• _BRIEF_:
Would you copy out each line of the records below that includes the word "them"?

(Items from a data source)
--------

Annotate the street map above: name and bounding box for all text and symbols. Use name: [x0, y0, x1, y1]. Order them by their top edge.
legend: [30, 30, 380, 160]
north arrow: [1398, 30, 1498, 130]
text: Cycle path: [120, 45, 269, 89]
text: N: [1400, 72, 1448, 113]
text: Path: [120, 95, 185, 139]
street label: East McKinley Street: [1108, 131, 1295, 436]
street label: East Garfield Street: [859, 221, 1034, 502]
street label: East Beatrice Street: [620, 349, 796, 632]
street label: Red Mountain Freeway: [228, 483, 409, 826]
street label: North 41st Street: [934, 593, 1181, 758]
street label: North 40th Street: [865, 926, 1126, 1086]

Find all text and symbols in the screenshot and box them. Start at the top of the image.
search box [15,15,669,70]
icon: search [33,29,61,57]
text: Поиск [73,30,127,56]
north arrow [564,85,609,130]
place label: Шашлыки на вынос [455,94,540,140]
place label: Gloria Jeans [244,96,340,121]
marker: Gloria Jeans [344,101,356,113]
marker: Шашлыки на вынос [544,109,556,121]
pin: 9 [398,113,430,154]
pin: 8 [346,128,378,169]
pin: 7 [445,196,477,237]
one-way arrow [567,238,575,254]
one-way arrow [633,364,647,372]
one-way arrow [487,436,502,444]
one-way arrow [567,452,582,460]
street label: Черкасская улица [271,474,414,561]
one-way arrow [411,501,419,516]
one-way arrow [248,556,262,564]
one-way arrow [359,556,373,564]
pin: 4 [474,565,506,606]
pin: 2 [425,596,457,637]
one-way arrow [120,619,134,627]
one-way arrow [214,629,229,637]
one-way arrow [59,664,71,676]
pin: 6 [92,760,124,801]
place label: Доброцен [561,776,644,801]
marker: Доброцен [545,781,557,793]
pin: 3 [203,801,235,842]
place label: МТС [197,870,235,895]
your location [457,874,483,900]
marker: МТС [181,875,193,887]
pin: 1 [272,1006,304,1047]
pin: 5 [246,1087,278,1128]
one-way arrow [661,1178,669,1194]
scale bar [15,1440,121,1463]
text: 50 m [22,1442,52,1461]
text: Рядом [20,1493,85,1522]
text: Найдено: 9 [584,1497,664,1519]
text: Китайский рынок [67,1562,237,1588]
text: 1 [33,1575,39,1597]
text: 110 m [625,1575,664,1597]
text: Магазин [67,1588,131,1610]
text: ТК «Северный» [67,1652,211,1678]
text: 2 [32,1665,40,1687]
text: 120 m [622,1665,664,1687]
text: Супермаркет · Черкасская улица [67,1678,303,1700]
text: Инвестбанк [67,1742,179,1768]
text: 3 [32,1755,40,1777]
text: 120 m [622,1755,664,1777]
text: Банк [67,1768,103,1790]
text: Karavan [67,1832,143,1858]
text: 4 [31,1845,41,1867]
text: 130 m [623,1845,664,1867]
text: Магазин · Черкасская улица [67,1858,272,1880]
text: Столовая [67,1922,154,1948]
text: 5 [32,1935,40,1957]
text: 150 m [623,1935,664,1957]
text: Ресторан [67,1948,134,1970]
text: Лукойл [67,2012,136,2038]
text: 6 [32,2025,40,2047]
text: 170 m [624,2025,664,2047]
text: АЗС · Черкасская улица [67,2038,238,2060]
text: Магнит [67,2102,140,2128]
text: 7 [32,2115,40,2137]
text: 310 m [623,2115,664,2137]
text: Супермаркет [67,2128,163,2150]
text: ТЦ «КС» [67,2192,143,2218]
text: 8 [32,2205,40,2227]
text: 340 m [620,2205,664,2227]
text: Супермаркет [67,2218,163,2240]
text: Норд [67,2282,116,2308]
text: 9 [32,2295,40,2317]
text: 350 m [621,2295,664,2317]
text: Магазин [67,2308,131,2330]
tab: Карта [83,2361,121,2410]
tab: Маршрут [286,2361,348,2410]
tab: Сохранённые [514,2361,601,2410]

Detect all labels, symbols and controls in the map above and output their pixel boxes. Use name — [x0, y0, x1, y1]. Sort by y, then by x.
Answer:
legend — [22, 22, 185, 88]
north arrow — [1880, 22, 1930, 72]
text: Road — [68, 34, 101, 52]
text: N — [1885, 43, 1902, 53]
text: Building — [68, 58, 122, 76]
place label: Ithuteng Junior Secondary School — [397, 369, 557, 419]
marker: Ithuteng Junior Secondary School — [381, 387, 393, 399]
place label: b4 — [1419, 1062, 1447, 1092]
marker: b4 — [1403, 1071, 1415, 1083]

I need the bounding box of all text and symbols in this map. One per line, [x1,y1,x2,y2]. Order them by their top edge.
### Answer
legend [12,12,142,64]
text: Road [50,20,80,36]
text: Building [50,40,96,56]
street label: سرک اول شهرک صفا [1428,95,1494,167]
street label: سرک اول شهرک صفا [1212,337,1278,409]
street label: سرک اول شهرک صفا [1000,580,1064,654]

--------

• _EXPECTED OUTPUT_:
Annotate the street map above: name and bounding box for all text and symbols. Use name: [x0, y0, x1, y1]. Order them by their top edge.
Find all text and symbols in the screenshot and box them. Start at the top of the image.
I need the bounding box of all text and symbols in this map. One per line, [x1,y1,x2,y2]. Order them by their top edge.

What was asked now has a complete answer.